Außer Daniel Holzer stellte sich auch Christian Degen, seit 2023 stellvertretender Vorsitzender, der Vollversammlung als Kandidat für den Vorsitz vor. Zu seiner Zukunftsvision gehörte, die hohen Barmittel auf 300.000 Euro zu verringern. Der Verein lebe über seine finanziellen Verhältnisse und die Kosten, insbesondere für den Verwaltungsaufwand, müssten reduziert werden.

Der Vorstand müsse zudem demokratischer und strukturierter geführt werden.
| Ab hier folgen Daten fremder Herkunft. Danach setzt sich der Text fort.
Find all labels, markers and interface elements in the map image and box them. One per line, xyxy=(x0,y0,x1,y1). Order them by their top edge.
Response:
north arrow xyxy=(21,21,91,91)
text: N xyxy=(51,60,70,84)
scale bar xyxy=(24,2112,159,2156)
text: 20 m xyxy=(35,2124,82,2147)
Mittelfristig befürworte er die Trennung von Geschäftsführung und Vorstandsvorsitz, da zum Beispiel bei dessen Ausfall der Verband handlungsunfähig werden könnte.

Der Vorsitzende der Engener Hilfsorganisation Pro Humanitate, Dirk Hartig (links), beim Ausladen von Hilfsgütern mit Helfer Daniel Holzer.
Der Vorsitzende der Engener Hilfsorganisation Pro Humanitate, Dirk Hartig (links), beim Ausladen von Hilfsgütern mit Helfer Daniel Holzer. | Bild: Holle Rauser

Dieser Argumentation widersprach Hartig vehement, denn nur in der Personalunion des Geschäftsführers und des Vorstandsvorsitzenden könnten die immer wieder notwendigen schnellen Entscheidungen vor Ort gefällt werden, welche die Arbeit von Pro Humanitate seit 34 Jahren kennzeichne. Degen sah sich dem Vorwurf der mangelnden Aktivität und Initiative auch aus Kreisen der Mitglieder ausgesetzt, dem die aus deren Sicht mangelnde Präsenz bei Hilfslieferungen angekreidet wurde.
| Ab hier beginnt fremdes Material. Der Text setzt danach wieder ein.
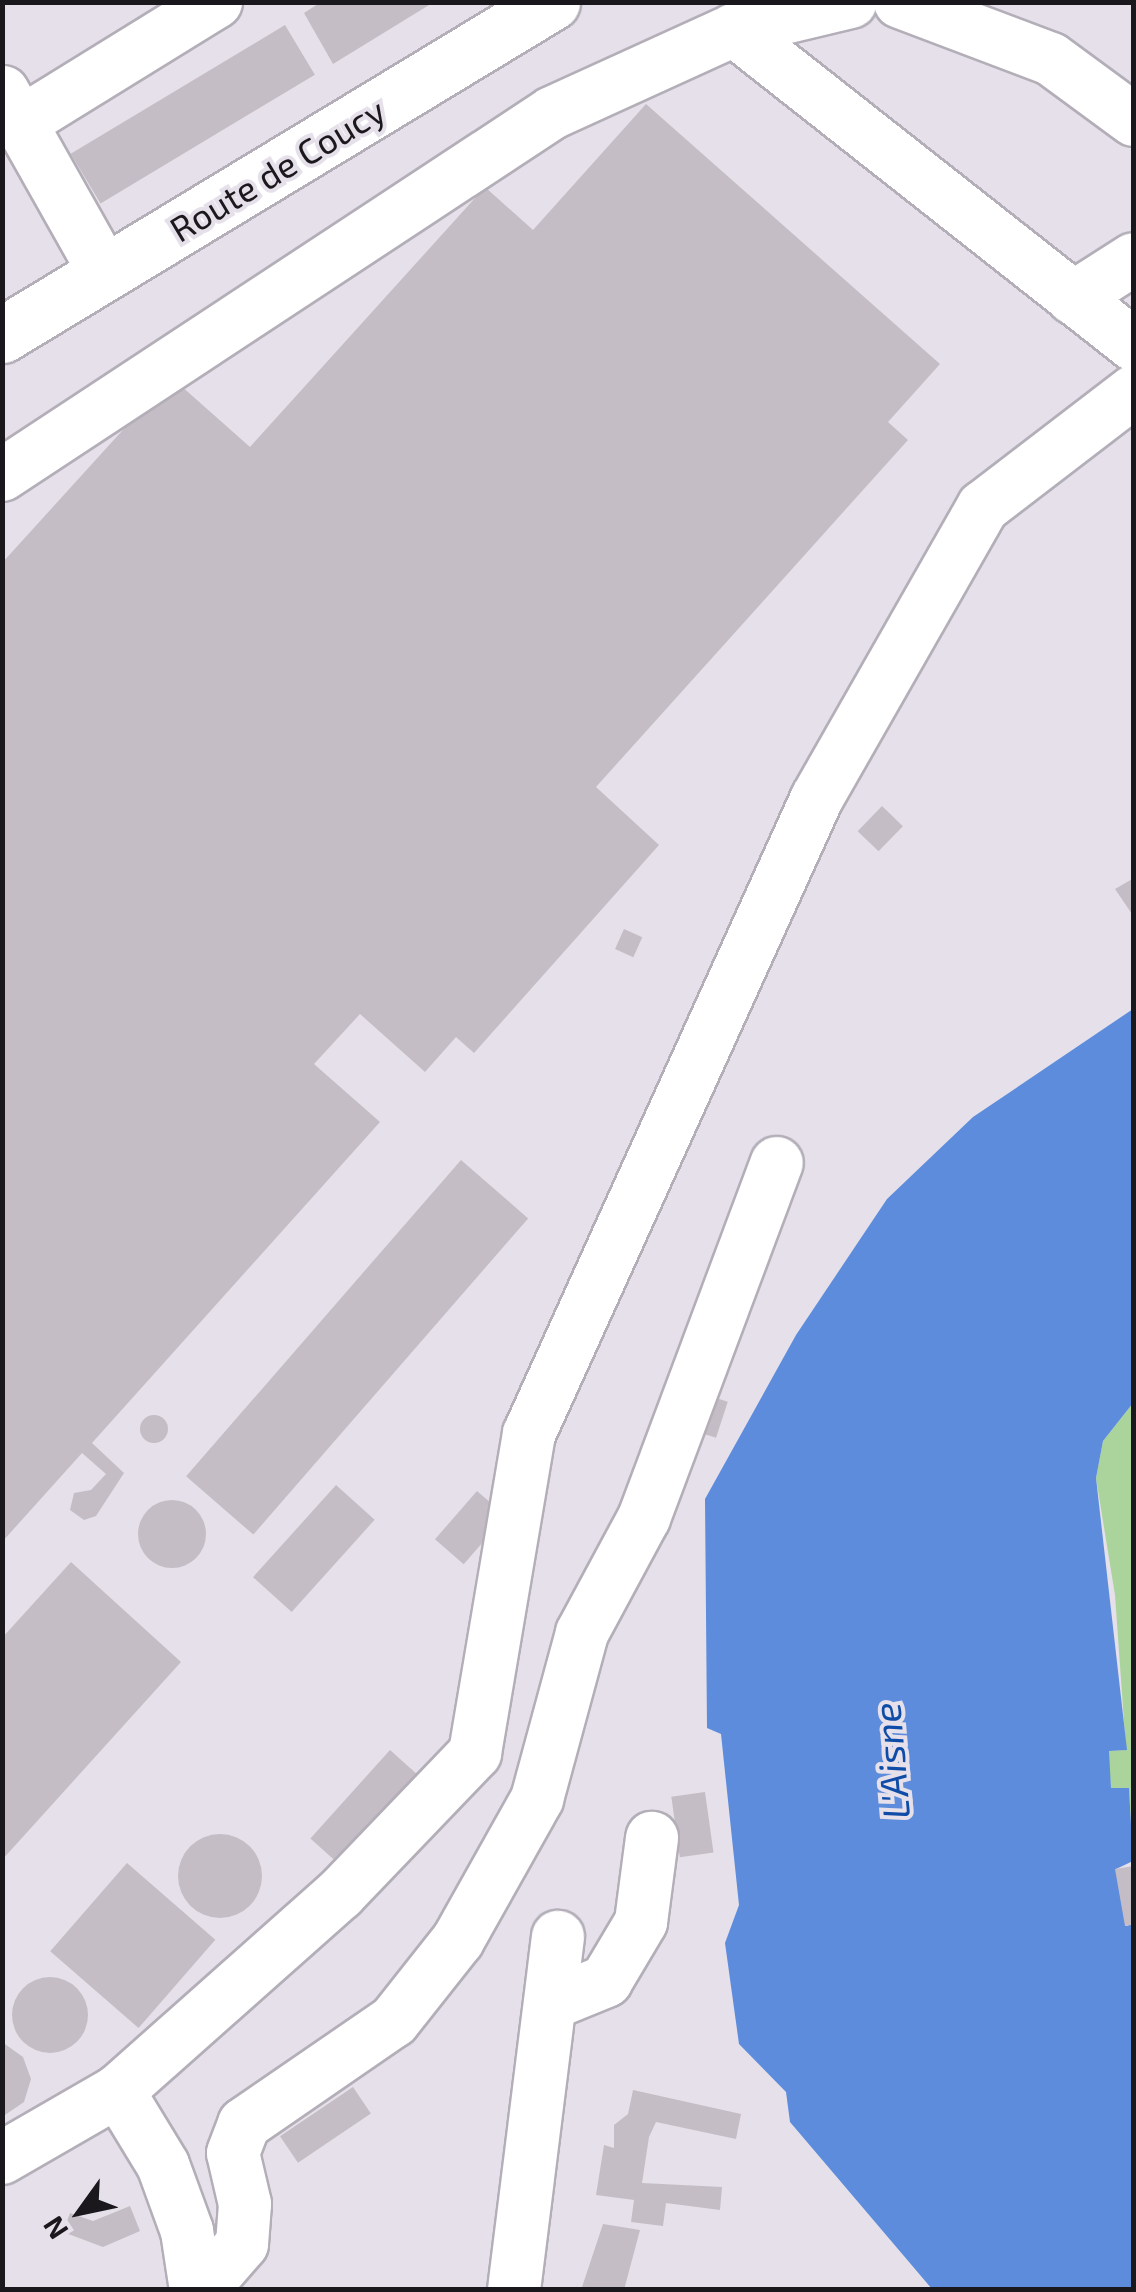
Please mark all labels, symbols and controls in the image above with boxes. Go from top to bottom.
street label: Route de Coucy [162,88,392,250]
water label: L'Aisne [863,1701,919,1821]
north arrow [30,2162,130,2262]
text: N [35,2211,75,2246]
Wahlergebnis ist nach Kritik eindeutig

Auch der Vorwurf, dass die neue, zeitlich längst überfällige Ausgabe der Verbandsnachrichten noch nicht erschienen ist, musste er auf seine Kappe nehmen, da er im Vorfeld zugesagt hatte, sich um deren Erscheinen zu kümmern. Holzer hat sich letztlich deutlich gegen Degen durchgesetzt mit 49 zu vier Stimmen bei zwei Enthaltungen. Ende Juni will Hartig auch die Position des Geschäftsführers an den neuen Vorsitzenden übergeben.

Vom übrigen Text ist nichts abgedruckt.